_TO DO_
Search the material for the string "route" and reply with how many lines contain it, nothing else.

_LISTED RECORDS_

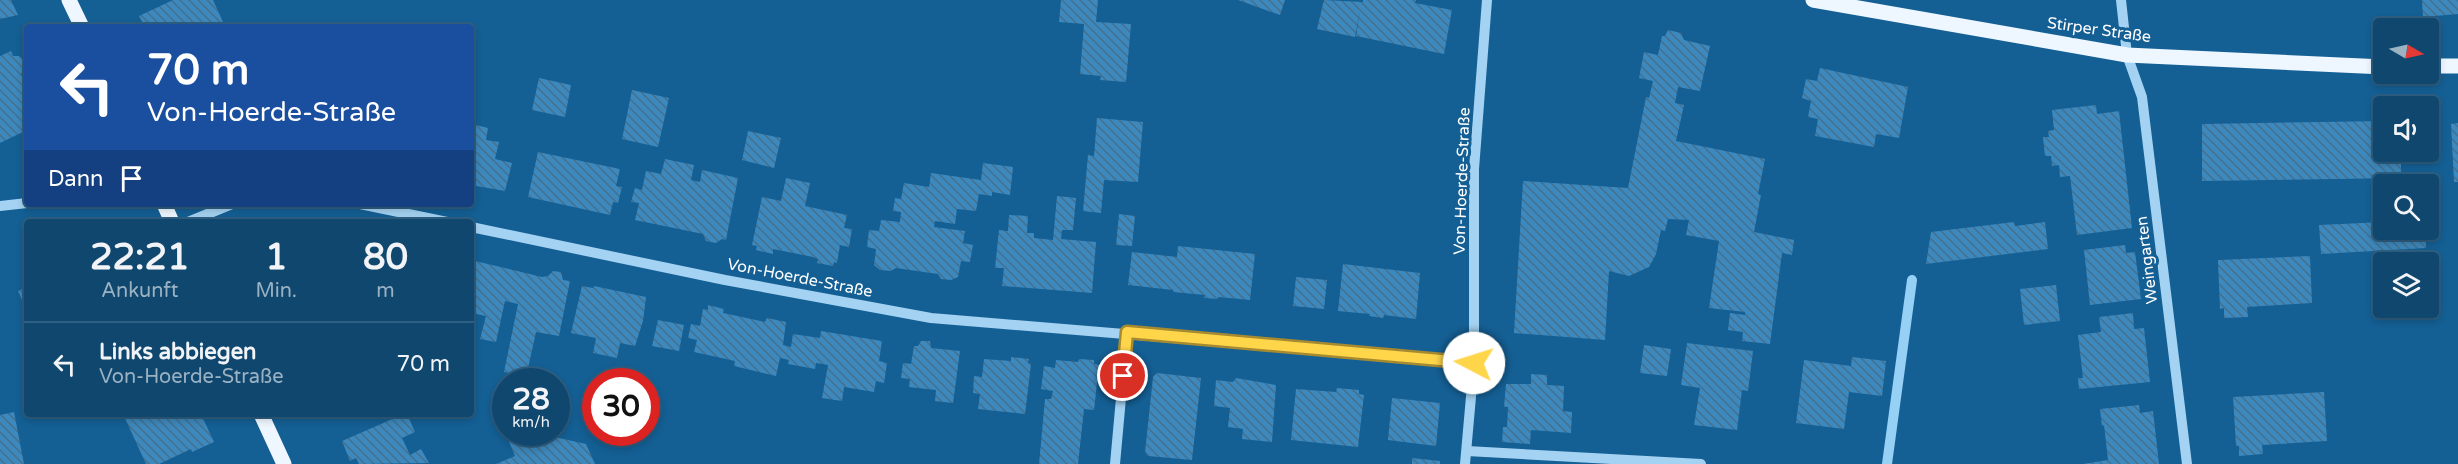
<!DOCTYPE html>
<html lang="de">
<head>
<meta charset="utf-8">
<style>
  body { margin:0; font-family:"Varela Round",sans-serif; background:#1d5177; color:#f1f3f6; height:100vh; display:flex; flex-direction:column; font-size:22px; white-space:nowrap }
  * { box-sizing:border-box; margin:0 }
  p { font-size:20px; color:#9bb2c3 }
  .icon { flex:none; width:33px; height:33px; fill:none; stroke:currentColor; stroke-width:2; stroke-linecap:round; stroke-linejoin:round }
  .map { position:relative; flex:1; overflow:hidden }
  .drawer { position:absolute; left:24px; top:219px; width:450px; height:198px; display:flex; flex-direction:column; background:#0f476f; border-radius:6px; box-shadow:0 3px 9px #0003,0 0 0 2px #2f5f82 }
  .drawer>* { flex:none }
  .banner { position:absolute; left:24px; top:24px; width:450px; height:183px; border-radius:6px; box-shadow:0 3px 9px #0003,0 0 0 2px #2f5f82; background:#1a4fa0; color:#fff; overflow:hidden }
  .needle { width:39px; rotate:99deg }
  .buttons { position:absolute; left:2373px; top:18px; display:grid; gap:12px }
  .buttons a { display:grid; place-items:center; width:66px; height:66px; border-radius:6px; background:#0f476f; box-shadow:0 3px 9px #0003,0 0 0 2px #2f5f82; font-size:30px }
  .speed { position:absolute; left:492px; top:368px; display:flex; gap:12px; font-size:30px; font-weight:700; text-align:center }
  .speed>* { display:grid; place-content:center; width:78px; height:78px; border-radius:50%; background:#0f476f; box-shadow:0 3px 9px #0003,0 0 0 2px #2f5f82; line-height:1 }
  .speed small { font-size:15px; font-weight:400 }
  .speed .limit { border:9px solid #d22; background:#fff; color:#111 }
  .pin { position:absolute; display:grid; place-items:center; width:51px; height:51px; color:#fff; margin:-26px; border:3px solid #fff; border-radius:50%; box-shadow:0 2px 6px #0007 }
  .me { position:absolute; width:66px; margin:-33px; rotate:275deg; stroke-linejoin:round; filter:drop-shadow(0 0 4px #0008) }
  .turn { display:flex; align-items:center; gap:21px; height:126px; padding:0 24px; font-size:27px }
  .turn .icon { width:78px; height:78px; stroke-width:2.5 }
  .turn b { display:block; font-size:42px; line-height:51px }
  .then { display:flex; align-items:center; height:57px; padding:0 24px; background:#0003; gap:12px; font-size:22px }
  .eta { display:flex; justify-content:space-evenly; align-items:center; height:102px; text-align:center }
  .eta b { font-size:36px; font-weight:700; line-height:42px }
  ul { padding:0; list-style:none }
  li { display:flex; align-items:center; gap:18px; height:84px; padding:0 24px; border-top:2px solid #2f5f82 }
  li div { flex:1 }
  li b { display:block; font-size:22px }
  li em { font-style:normal }
  .map>svg:first-child { display:block }
</style>
</head>
<body>
<div class="map">
<svg width="2458" height="464" viewBox="0 0 2458 464">
  <defs>
    <pattern id="building-back-hatch" width="6" height="6" patternUnits="userSpaceOnUse" patternTransform="scale(1.5)"><rect width="6" height="6" fill="#3d88bc"/><path d="M-1 5l2 2M0 0l6 6M5-1l2 2" fill="none" stroke="#43708f"/></pattern>
  </defs>
  <rect width="100%" height="100%" fill="#145f94"/>
  <g fill="none" stroke-linecap="round" stroke-linejoin="round">
    <path stroke="#96d0f5" stroke-width="10" d="M 1887,464 L 1912,280"/>
  </g>
  <path fill="url(#building-back-hatch)" d="M 0,0 L 11,0 L 18,15 L 0,19 Z
    M 173,0 L 213,0 L 223,22 L 213,27 L 145,27 L 139,16 Z
    M 1061,0 L 1098,0 L 1096,22 L 1131,24 L 1126,82 L 1100,80 L 1101,76 L 1080,74 L 1084,24 L 1059,22 Z
    M 1238,0 L 1285,0 L 1280,15 Z
    M 1324,0 L 1363,2 L 1363,0 L 1416,0 L 1415,3 L 1452,10 L 1444,54 L 1356,36 L 1360,11 L 1355,37 L 1317,29 Z
    M 2422,0 L 2458,0 L 2458,14 L 2423,17 Z
    M 1668,30 L 1681,33 L 1684,40 L 1710,46 L 1700,91 L 1678,87 L 1675,103 L 1684,105 L 1676,141 L 1765,159 L 1758,194 L 1761,195 L 1754,232 L 1794,240 L 1792,255 L 1782,253 L 1770,344 L 1742,341 L 1743,332 L 1728,330 L 1730,313 L 1745,315 L 1745,312 L 1709,308 L 1719,241 L 1686,235 L 1689,220 L 1668,219 L 1665,231 L 1661,230 L 1656,254 L 1649,267 L 1629,276 L 1609,271 L 1605,340 L 1514,333 L 1523,181 L 1628,188 L 1646,97 L 1649,98 L 1653,81 L 1639,78 L 1644,52 L 1658,55 L 1662,36 L 1665,36 Z
    M 11,51 L 13,56 L 19,56 L 25,62 L 25,69 L 21,74 L 27,87 L 27,130 L 0,143 L 0,56 Z
    M 1820,68 L 1908,87 L 1899,138 L 1876,134 L 1874,147 L 1815,136 L 1818,119 L 1808,117 L 1811,101 L 1802,98 L 1806,79 L 1817,81 Z
    M 539,78 L 571,85 L 565,117 L 532,110 Z
    M 632,90 L 669,98 L 658,147 L 622,139 Z
    M 2096,105 L 2097,114 L 2119,111 L 2132,228 L 2077,235 L 2070,176 L 2060,177 L 2059,165 L 2052,166 L 2051,156 L 2045,156 L 2043,137 L 2049,137 L 2048,131 L 2054,130 L 2052,110 Z
    M 1097,118 L 1143,122 L 1138,182 L 1104,180 L 1101,213 L 1083,211 L 1088,155 L 1094,156 Z
    M 2384,121 L 2384,152 L 2401,152 L 2401,178 L 2202,181 L 2202,124 Z
    M 2458,123 L 2458,182 L 2454,182 L 2451,124 Z
    M 476,125 L 488,128 L 486,140 L 499,142 L 495,159 L 512,163 L 505,191 L 471,185 L 471,137 L 474,137 Z
    M 748,131 L 781,138 L 774,168 L 742,160 Z
    M 538,152 L 620,169 L 616,186 L 622,187 L 618,203 L 613,202 L 610,215 L 528,197 Z
    M 665,159 L 694,165 L 691,180 L 700,182 L 702,170 L 738,178 L 726,240 L 722,239 L 716,243 L 706,241 L 703,234 L 635,220 L 639,203 L 631,202 L 635,188 L 642,190 L 646,171 L 661,174 Z
    M 983,163 L 1013,167 L 1010,195 L 992,192 L 992,196 L 979,194 L 976,211 L 957,209 L 955,224 L 935,221 L 934,227 L 965,231 L 963,243 L 973,245 L 970,262 L 961,261 L 958,277 L 951,280 L 941,279 L 938,274 L 896,268 L 891,271 L 880,270 L 874,265 L 876,249 L 867,247 L 869,230 L 879,231 L 881,220 L 900,222 L 901,212 L 893,211 L 895,198 L 901,199 L 904,183 L 929,187 L 931,173 L 981,180 Z
    M 786,178 L 810,183 L 805,206 L 847,215 L 844,228 L 852,229 L 849,247 L 840,245 L 837,263 L 834,262 L 833,266 L 817,263 L 818,259 L 813,257 L 773,249 L 773,254 L 756,250 L 757,246 L 752,245 L 762,197 L 781,201 Z
    M 1057,196 L 1076,198 L 1073,230 L 1062,230 L 1061,239 L 1096,242 L 1092,293 L 1002,286 L 1004,268 L 995,268 L 999,230 L 1008,231 L 1009,215 L 1028,216 L 1027,233 L 1034,233 L 1034,238 L 1053,240 Z
    M 1119,214 L 1135,216 L 1132,246 L 1116,245 Z
    M 2014,222 L 2015,226 L 2045,222 L 2048,249 L 1926,264 L 1931,232 Z
    M 2384,222 L 2384,230 L 2425,230 L 2426,248 L 2321,254 L 2319,225 Z
    M 2125,245 L 2126,253 L 2135,252 L 2141,299 L 2090,305 L 2084,250 Z
    M 1178,246 L 1255,254 L 1250,300 L 1218,297 L 1218,299 L 1204,298 L 1205,295 L 1173,292 L 1173,290 L 1128,285 L 1132,252 L 1177,257 Z
    M 2310,256 L 2312,303 L 2247,307 L 2248,317 L 2224,318 L 2224,308 L 2220,309 L 2218,260 Z
    M 471,260 L 542,277 L 548,276 L 553,271 L 561,272 L 563,280 L 570,281 L 559,336 L 536,332 L 526,377 L 504,372 L 518,304 L 505,301 L 496,342 L 480,339 L 486,316 L 471,313 Z
    M 1343,264 L 1420,273 L 1416,319 L 1384,315 L 1383,318 L 1369,316 L 1370,314 L 1338,311 Z
    M 1296,277 L 1327,280 L 1324,309 L 1293,306 Z
    M 2056,285 L 2060,321 L 2024,325 L 2020,289 Z
    M 582,286 L 593,288 L 594,286 L 646,297 L 643,321 L 635,346 L 620,343 L 617,358 L 593,353 L 596,338 L 571,333 Z
    M 27,287 L 27,311 L 18,291 Z
    M 708,305 L 724,309 L 723,313 L 728,314 L 765,322 L 767,318 L 786,322 L 783,345 L 791,347 L 793,334 L 820,338 L 821,331 L 882,341 L 879,361 L 887,363 L 884,383 L 876,381 L 874,392 L 844,387 L 842,401 L 822,398 L 828,365 L 816,363 L 815,369 L 788,364 L 789,360 L 780,358 L 776,376 L 734,366 L 735,361 L 694,352 L 697,340 L 688,338 L 691,324 L 700,326 L 703,309 L 708,310 Z
    M 2133,313 L 2134,329 L 2144,328 L 2150,382 L 2079,389 L 2078,378 L 2083,378 L 2078,335 L 2101,332 L 2099,317 Z
    M 658,320 L 684,325 L 679,351 L 652,346 Z
    M 921,341 L 930,341 L 931,348 L 960,351 L 953,403 L 935,401 L 936,390 L 909,387 L 910,379 L 901,378 L 903,363 L 911,364 L 914,346 L 918,346 Z
    M 1687,343 L 1753,351 L 1748,391 L 1742,390 L 1737,430 L 1694,425 L 1700,388 L 1681,385 Z
    M 1644,345 L 1671,349 L 1667,376 L 1640,373 Z
    M 1011,357 L 1029,359 L 1028,363 L 1031,364 L 1025,414 L 978,409 L 980,394 L 973,393 L 974,376 L 982,377 L 984,359 L 1011,361 Z
    M 1852,357 L 1886,361 L 1882,396 L 1849,392 L 1844,429 L 1796,423 L 1804,360 L 1851,366 Z
    M 1079,359 L 1094,360 L 1094,364 L 1099,365 L 1094,410 L 1084,409 L 1078,464 L 1039,464 L 1045,399 L 1051,399 L 1053,391 L 1041,389 L 1044,366 L 1055,368 L 1056,360 L 1078,362 Z
    M 1157,373 L 1201,378 L 1192,460 L 1148,456 L 1145,452 L 1153,377 Z
    M 1531,374 L 1547,375 L 1547,385 L 1564,386 L 1563,411 L 1572,412 L 1571,433 L 1531,430 L 1530,444 L 1502,442 L 1503,427 L 1507,427 L 1508,407 L 1504,407 L 1506,384 L 1531,384 Z
    M 1236,378 L 1276,385 L 1272,442 L 1242,439 L 1243,429 L 1228,427 L 1230,408 L 1214,406 L 1216,380 L 1233,382 Z
    M 1337,388 L 1359,390 L 1359,394 L 1364,395 L 1358,447 L 1291,440 L 1296,389 L 1336,392 Z
    M 2324,392 L 2327,441 L 2262,445 L 2263,454 L 2239,456 L 2239,446 L 2236,446 L 2233,397 Z
    M 1392,398 L 1440,403 L 1436,446 L 1388,440 Z
    M 2139,405 L 2140,413 L 2153,411 L 2159,464 L 2083,464 L 2108,460 L 2104,425 L 2102,426 L 2100,409 Z
    M 14,412 L 24,464 L 0,464 L 0,415 Z
    M 123,414 L 201,414 L 214,442 L 192,452 L 191,449 L 159,464 L 146,464 Z
    M 404,414 L 407,414 L 415,432 L 402,438 L 410,455 L 421,449 L 429,463 L 359,464 L 356,458 L 350,461 L 342,441 Z
    M 502,425 L 506,426 L 506,432 L 532,432 L 586,444 L 595,464 L 496,464 L 515,456 Z
    M 1412,458 L 1440,461 L 1440,464 L 1412,464 Z"/>
  <g fill="none" stroke-linecap="round" stroke-linejoin="round">
    <path stroke="#a4d2f2" stroke-width="10" d="M 2121,0 L 2127,55 L 2142,97 L 2187,464
      M 360,204 L 447,222
      M 0,206 L 27,203
      M 188,222 L 232,204
      M 471,227 L 725,280 L 931,318 L 1474,363 L 1474,169 L 1487,0
      M 1467,451 L 1701,464
      M 1115,464 L 1127,332
      M 1465,464 L 1474,363"/>
    <path stroke="#eef7ff" stroke-width="15" d="M 69,0 L 82,27
      M 1813,0 L 2127,55 L 2384,67
      M 2428,66 L 2458,66
      M 164,204 L 172,222
      M 261,414 L 284,464"/>
  </g>
  <g fill="none" stroke-linecap="round" stroke-linejoin="round">
    <g stroke="#a68a30" stroke-width="15">
      <path id="route" d="M 1123,376 L 1127,332 L 1474,363"/>
    </g>
    <use href="#route" stroke="#ffd54a" stroke-width="10"/>
  </g>
  <g text-anchor="middle" dominant-baseline="central" stroke-width="6" stroke-linejoin="round" paint-order="stroke">
    <g font-size="16" fill="#fff" stroke="#145f94">
      <text transform="translate(2099 30) rotate(8)">Stirper Straße</text>
      <text transform="translate(1462 181) rotate(-88)">Von-Hoerde-Straße</text>
      <text transform="translate(2147 260) rotate(-97)">Weingarten</text>
      <text transform="translate(800 278) rotate(11)">Von-Hoerde-Straße</text>
    </g>
  </g>
</svg>
<div class="buttons">
<a><svg class="needle" viewBox="-14 -14 28 28"><path d="M0-13l5 13h-10z" fill="#e53935"/><path d="M0 13l5-13h-10z" fill="#9bb2c3"/></svg></a>
<a><svg class="icon" aria-label="sound" viewBox="0 0 24 24"><path d="M4 9h4l5-4v14l-5-4H4zM17 9q2 3 0 6"/></svg></a>
<a><svg class="icon" aria-label="search" viewBox="0 0 24 24"><circle cx="10" cy="10" r="6"/><path d="M15 15l6 6"/></svg></a>
<a><svg class="icon" aria-label="layers" viewBox="0 0 24 24"><path d="M12 4l9 5-9 5-9-5zM3 14l9 5 9-5"/></svg></a>
</div>
<div class="speed"><div>28<small>km/h</small></div><div class="limit">30</div></div>
<div class="pin" style="left:1123px;top:376px;background:#d93025"><svg class="icon" aria-label="arrive" viewBox="0 0 24 24"><path d="M6 21V4h12l-3 4 3 4H6"/></svg></div>
<svg class="me" style="left:1474px;top:363px" viewBox="-20 -20 40 40"><circle r="19" fill="#fff"/><path d="M0-13L10 11 0 6-10 11z" fill="#ffd54a"/></svg>
<div class="banner">
<div class="turn"><svg class="icon" aria-label="left" viewBox="0 0 24 24"><path d="M17 20v-9H6M10 6l-5 5 5 5"/></svg><div><b>70 m</b>Von-Hoerde-Straße</div></div>
<div class="then">Dann<svg class="icon" aria-label="arrive" viewBox="0 0 24 24"><path d="M6 21V4h12l-3 4 3 4H6"/></svg></div>
</div>
<section class="drawer">
<div class="eta">
<div><b>22:21</b><p>Ankunft</p></div>
<div><b>1</b><p>Min.</p></div>
<div><b>80</b><p>m</p></div>
</div>
<ul>
<li><svg class="icon" aria-label="left" viewBox="0 0 24 24"><path d="M17 20v-9H6M10 6l-5 5 5 5"/></svg><div><b>Links abbiegen</b><p>Von-Hoerde-Straße</p></div><em>70 m</em></li>
</ul>
</section>
</div>
</body>
</html>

_OUTPUT OF THE TASK_
2